*PROBLEM*
Find every line in the records below that holds the word "position" and copy it.

*DATA FOR REVIEW*
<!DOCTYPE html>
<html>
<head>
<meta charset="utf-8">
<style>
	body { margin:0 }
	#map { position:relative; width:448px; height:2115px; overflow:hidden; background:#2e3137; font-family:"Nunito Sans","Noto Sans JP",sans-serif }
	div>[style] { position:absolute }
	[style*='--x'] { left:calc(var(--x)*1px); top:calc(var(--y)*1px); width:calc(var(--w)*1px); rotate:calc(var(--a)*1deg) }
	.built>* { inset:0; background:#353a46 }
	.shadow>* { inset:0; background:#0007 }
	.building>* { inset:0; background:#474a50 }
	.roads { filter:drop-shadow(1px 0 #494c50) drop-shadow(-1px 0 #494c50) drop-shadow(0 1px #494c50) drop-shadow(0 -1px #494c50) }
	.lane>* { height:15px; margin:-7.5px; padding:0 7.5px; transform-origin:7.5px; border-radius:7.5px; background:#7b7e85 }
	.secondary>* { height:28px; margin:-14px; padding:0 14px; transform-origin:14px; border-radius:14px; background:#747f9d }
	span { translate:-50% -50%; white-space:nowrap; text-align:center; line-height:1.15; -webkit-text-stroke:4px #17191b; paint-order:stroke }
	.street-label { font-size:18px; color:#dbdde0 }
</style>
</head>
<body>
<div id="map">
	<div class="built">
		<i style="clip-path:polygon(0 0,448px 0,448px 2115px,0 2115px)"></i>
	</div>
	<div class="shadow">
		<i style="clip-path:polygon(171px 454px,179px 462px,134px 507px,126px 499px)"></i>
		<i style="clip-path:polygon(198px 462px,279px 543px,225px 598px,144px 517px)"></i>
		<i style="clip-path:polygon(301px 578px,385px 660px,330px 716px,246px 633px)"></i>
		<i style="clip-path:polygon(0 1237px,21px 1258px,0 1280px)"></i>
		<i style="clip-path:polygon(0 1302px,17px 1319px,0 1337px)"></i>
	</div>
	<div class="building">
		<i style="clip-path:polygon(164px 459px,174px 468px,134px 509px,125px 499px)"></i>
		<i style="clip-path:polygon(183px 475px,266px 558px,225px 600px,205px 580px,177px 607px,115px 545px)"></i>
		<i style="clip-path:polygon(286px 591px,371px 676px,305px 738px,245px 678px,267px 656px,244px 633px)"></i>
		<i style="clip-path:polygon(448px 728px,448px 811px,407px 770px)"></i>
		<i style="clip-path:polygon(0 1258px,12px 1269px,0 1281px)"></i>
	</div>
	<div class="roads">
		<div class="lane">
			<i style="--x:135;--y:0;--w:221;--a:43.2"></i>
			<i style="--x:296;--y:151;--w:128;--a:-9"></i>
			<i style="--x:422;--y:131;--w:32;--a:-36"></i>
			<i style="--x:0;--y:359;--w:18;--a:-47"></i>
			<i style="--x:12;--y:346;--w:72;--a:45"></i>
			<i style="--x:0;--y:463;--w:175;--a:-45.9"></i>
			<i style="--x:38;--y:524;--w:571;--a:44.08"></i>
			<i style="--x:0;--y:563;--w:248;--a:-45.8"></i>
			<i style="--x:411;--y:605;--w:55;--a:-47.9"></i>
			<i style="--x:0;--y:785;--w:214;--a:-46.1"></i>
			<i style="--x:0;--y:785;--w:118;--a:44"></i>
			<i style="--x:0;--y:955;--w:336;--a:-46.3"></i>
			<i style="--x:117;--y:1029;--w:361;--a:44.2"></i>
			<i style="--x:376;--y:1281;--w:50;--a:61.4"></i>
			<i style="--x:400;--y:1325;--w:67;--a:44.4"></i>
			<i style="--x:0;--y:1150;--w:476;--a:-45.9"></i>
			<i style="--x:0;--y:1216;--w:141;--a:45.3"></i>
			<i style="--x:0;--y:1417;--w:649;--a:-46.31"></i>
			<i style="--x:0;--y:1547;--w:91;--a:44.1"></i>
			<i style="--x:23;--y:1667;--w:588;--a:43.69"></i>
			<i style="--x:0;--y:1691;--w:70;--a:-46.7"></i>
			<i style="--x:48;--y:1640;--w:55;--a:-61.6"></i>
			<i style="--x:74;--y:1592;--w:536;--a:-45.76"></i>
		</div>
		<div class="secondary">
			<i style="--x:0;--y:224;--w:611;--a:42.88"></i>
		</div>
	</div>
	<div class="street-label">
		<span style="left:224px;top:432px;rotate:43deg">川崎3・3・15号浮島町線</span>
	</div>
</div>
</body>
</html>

*RESULT OF THE TASK*
	#map { position:relative; width:448px; height:2115px; overflow:hidden; background:#2e3137; font-family:"Nunito Sans","Noto Sans JP",sans-serif }
	div>[style] { position:absolute }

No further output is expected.